=== THE DATA ===

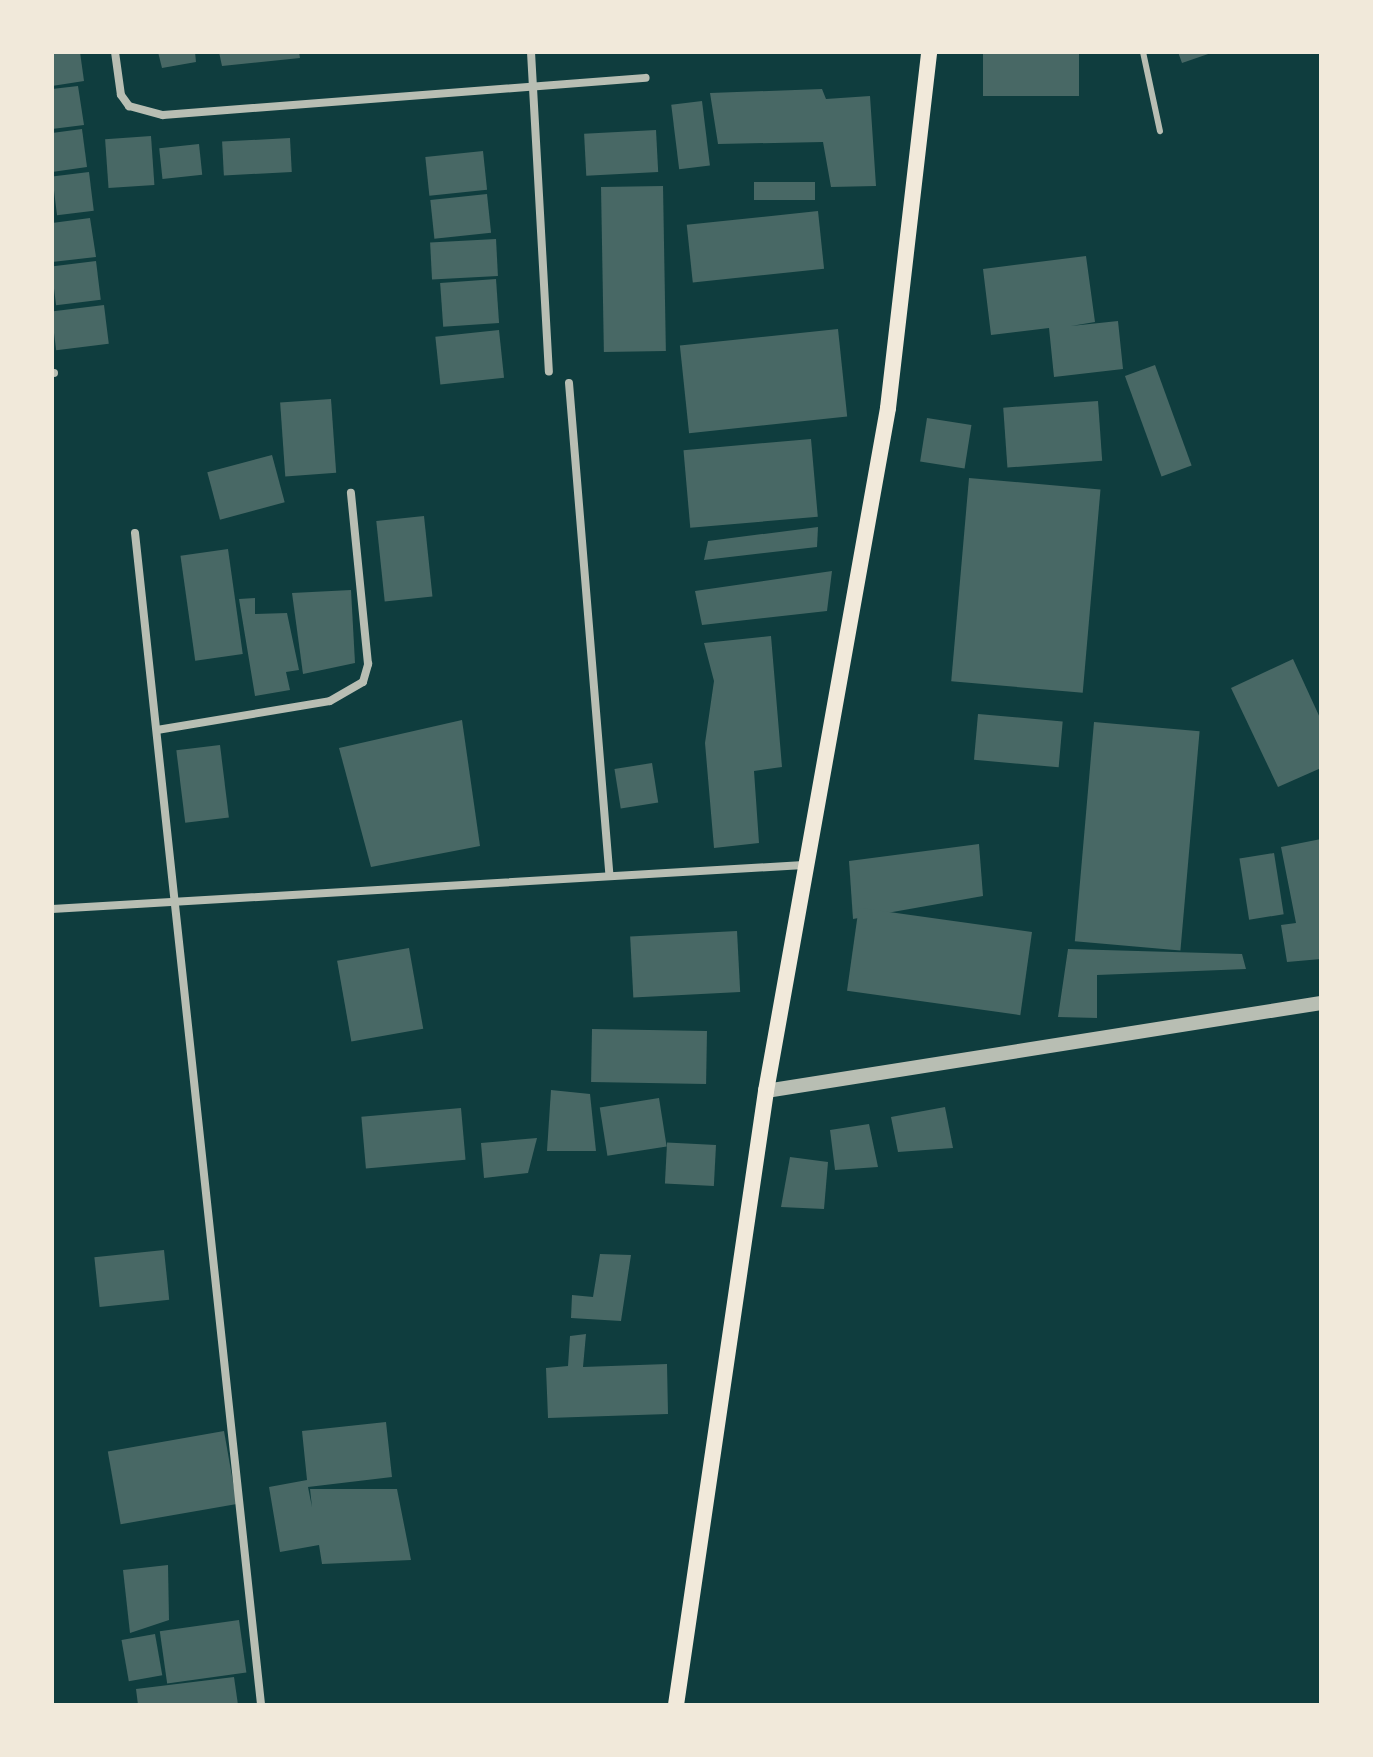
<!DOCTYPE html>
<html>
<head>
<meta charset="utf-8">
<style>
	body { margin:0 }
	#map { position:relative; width:1373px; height:1757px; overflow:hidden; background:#0f3d3e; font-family:Helvetica,sans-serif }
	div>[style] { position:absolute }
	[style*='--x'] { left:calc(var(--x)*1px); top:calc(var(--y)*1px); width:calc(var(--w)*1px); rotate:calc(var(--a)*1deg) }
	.building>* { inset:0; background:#486865; transform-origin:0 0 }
	.service>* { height:6px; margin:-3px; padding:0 3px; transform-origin:3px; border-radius:3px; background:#b8beb3 }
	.minor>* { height:8px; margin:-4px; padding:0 4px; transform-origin:4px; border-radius:4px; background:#b8beb3 }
	.tertiary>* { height:14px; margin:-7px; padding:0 7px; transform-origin:7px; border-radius:7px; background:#b8beb3 }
	.secondary>* { height:16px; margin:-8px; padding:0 8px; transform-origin:8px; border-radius:8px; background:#f1e9da }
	span { translate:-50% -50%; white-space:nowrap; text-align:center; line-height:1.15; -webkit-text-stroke:6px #f1e9da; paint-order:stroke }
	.frame { position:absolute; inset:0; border:54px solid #f1e9da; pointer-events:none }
</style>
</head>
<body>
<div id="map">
	<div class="building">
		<i style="clip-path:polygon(52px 52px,80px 52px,84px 81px,52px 86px)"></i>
		<i style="clip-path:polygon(158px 52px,195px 52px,196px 62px,162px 68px)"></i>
		<i style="clip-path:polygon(219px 52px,299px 52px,300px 58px,222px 66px)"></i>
		<i style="left:983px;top:52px;width:96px;height:44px"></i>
		<i style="clip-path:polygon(1178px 52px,1214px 52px,1182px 63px)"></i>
		<i style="clip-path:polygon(78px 86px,84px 125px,52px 129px,52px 89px)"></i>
		<i style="clip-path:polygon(822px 89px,826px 99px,870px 96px,876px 186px,831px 187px,823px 142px,718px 144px,710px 93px)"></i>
		<i style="left:702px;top:101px;width:65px;height:31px;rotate:83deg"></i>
		<i style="clip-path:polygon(82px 129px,87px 167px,52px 172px,52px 133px)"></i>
		<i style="left:656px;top:130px;width:42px;height:72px;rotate:87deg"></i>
		<i style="left:151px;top:136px;width:49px;height:46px;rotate:86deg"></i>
		<i style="left:290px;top:138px;width:34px;height:68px;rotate:87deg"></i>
		<i style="left:199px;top:144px;width:31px;height:40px;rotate:84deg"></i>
		<i style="left:483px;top:151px;width:39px;height:58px;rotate:84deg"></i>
		<i style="left:89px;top:172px;width:39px;height:37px;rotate:83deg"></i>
		<i style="left:815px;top:182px;width:18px;height:61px;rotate:90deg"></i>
		<i style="left:663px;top:186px;width:165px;height:62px;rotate:89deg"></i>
		<i style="left:487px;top:194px;width:39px;height:57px;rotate:84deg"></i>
		<i style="left:818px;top:211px;width:58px;height:132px;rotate:84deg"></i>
		<i style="clip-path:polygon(90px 218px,96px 257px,52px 262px,52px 223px)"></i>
		<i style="left:496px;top:239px;width:37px;height:66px;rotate:87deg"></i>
		<i style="clip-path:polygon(1086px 256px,1095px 322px,1071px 326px,1118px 321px,1123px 369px,1054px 377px,1049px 328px,991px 335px,983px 269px)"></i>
		<i style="left:96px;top:261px;width:39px;height:45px;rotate:83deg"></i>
		<i style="left:496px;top:279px;width:44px;height:56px;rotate:86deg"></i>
		<i style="left:104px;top:305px;width:39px;height:53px;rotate:83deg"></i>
		<i style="left:838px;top:329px;width:88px;height:159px;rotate:84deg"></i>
		<i style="left:499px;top:330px;width:48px;height:64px;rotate:84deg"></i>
		<i style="left:1155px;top:365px;width:107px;height:32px;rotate:70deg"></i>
		<i style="left:331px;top:399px;width:74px;height:51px;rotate:86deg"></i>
		<i style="left:1098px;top:401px;width:60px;height:95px;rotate:86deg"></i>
		<i style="left:927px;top:418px;width:45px;height:44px;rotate:9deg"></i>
		<i style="left:811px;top:439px;width:78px;height:128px;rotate:85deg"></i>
		<i style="left:272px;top:455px;width:49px;height:67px;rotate:75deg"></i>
		<i style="left:969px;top:478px;width:132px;height:204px;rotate:5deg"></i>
		<i style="left:424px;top:516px;width:81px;height:48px;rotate:84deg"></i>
		<i style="clip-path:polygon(818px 527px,817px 547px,704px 560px,708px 541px)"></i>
		<i style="left:228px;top:549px;width:106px;height:48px;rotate:82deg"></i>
		<i style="clip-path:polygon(832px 571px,827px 611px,702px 625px,695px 591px)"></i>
		<i style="clip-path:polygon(351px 590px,355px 663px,303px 674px,292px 593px)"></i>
		<i style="clip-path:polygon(255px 598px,255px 614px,287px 613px,299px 670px,286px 672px,290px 690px,255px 696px,239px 599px)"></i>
		<i style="clip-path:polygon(771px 636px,782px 767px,754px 771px,759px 843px,714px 848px,705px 743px,714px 681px,704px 643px)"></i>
		<i style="clip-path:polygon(1293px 659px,1321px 720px,1321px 768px,1278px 787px,1231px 688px)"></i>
		<i style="left:978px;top:714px;width:85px;height:46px;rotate:5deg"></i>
		<i style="clip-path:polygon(462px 720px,480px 846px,371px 867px,339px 748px)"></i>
		<i style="left:1094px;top:722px;width:106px;height:220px;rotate:5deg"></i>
		<i style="left:220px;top:745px;width:73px;height:44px;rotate:83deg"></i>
		<i style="left:652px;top:763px;width:40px;height:38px;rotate:81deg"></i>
		<i style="clip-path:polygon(1321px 839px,1321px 959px,1287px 962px,1281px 925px,1296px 923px,1281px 847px)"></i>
		<i style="clip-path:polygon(979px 844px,983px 896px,853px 919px,849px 861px)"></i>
		<i style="left:1274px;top:853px;width:62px;height:35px;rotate:81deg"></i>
		<i style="left:737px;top:931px;width:61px;height:107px;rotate:87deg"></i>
		<i style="left:1032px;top:932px;width:84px;height:175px;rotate:98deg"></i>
		<i style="left:409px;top:948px;width:82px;height:73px;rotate:80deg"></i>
		<i style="clip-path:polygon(1068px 949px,1242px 954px,1246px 969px,1097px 975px,1097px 1018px,1058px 1017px)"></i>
		<i style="left:707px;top:1031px;width:53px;height:115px;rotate:91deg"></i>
		<i style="clip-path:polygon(551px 1090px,590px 1094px,596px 1151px,547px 1151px)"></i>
		<i style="left:659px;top:1098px;width:49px;height:60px;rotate:81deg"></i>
		<i style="clip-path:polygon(945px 1107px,953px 1148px,898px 1152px,891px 1117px)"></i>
		<i style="left:461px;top:1108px;width:52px;height:100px;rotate:85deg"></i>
		<i style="clip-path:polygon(869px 1124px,878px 1167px,835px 1170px,830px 1130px)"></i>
		<i style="clip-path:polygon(537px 1138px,528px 1173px,484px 1178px,481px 1143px)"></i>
		<i style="left:716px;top:1145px;width:41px;height:49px;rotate:93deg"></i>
		<i style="clip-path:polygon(790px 1157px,828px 1162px,824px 1209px,781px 1207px)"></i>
		<i style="left:164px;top:1250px;width:50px;height:70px;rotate:84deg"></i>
		<i style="clip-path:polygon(600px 1254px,631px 1255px,621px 1321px,571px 1318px,572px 1295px,593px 1297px)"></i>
		<i style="clip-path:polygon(586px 1334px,583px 1367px,667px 1364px,668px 1414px,548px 1418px,546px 1368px,568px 1366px,570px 1336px)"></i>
		<i style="clip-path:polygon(386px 1422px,392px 1477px,308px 1487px,312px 1507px,310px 1489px,397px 1489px,411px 1560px,322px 1564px,319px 1545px,280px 1552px,269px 1487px,307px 1480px,302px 1431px)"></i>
		<i style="left:224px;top:1431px;width:74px;height:118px;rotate:80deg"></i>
		<i style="clip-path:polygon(168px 1565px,169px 1620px,130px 1633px,123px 1570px)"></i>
		<i style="left:239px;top:1620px;width:53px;height:80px;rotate:82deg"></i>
		<i style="left:155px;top:1634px;width:42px;height:34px;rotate:80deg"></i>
		<i style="clip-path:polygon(234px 1677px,238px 1705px,138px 1705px,136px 1689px)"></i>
	</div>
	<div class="service">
		<i style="--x:1143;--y:52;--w:81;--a:77.9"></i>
	</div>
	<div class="minor">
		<i style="--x:115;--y:52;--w:43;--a:82.1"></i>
		<i style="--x:121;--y:95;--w:14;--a:54"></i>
		<i style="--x:129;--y:106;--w:35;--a:15"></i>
		<i style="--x:163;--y:115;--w:484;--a:-4.4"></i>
		<i style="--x:531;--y:52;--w:320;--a:86.8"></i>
		<i style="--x:52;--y:373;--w:2;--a:0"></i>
		<i style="--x:569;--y:383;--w:493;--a:85.3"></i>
		<i style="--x:135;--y:533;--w:1179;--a:83.86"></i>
		<i style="--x:157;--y:730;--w:175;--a:-9.5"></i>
		<i style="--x:330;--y:701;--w:38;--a:-30"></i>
		<i style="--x:363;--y:682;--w:19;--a:-74"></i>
		<i style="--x:368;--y:664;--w:172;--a:-95.7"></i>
		<i style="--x:52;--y:909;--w:753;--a:-3.35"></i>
	</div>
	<div class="tertiary">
		<i style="--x:766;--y:1091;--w:562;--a:-9.01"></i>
	</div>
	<div class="secondary">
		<i style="--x:676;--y:1705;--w:621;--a:-81.66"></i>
		<i style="--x:766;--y:1091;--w:694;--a:-79.87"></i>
		<i style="--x:888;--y:408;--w:358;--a:-83.4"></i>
	</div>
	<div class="frame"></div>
</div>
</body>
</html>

===

### [TASK TO COMPLETE]
Only the lines from the first line of the entries through the line containing "translate:-50% -50%; white-space:nowrap;" should be output, exactly as they are, without pictures.

### [ANSWER BOX]
<!DOCTYPE html>
<html>
<head>
<meta charset="utf-8">
<style>
	body { margin:0 }
	#map { position:relative; width:1373px; height:1757px; overflow:hidden; background:#0f3d3e; font-family:Helvetica,sans-serif }
	div>[style] { position:absolute }
	[style*='--x'] { left:calc(var(--x)*1px); top:calc(var(--y)*1px); width:calc(var(--w)*1px); rotate:calc(var(--a)*1deg) }
	.building>* { inset:0; background:#486865; transform-origin:0 0 }
	.service>* { height:6px; margin:-3px; padding:0 3px; transform-origin:3px; border-radius:3px; background:#b8beb3 }
	.minor>* { height:8px; margin:-4px; padding:0 4px; transform-origin:4px; border-radius:4px; background:#b8beb3 }
	.tertiary>* { height:14px; margin:-7px; padding:0 7px; transform-origin:7px; border-radius:7px; background:#b8beb3 }
	.secondary>* { height:16px; margin:-8px; padding:0 8px; transform-origin:8px; border-radius:8px; background:#f1e9da }
	span { translate:-50% -50%; white-space:nowrap; text-align:center; line-height:1.15; -webkit-text-stroke:6px #f1e9da; paint-order:stroke }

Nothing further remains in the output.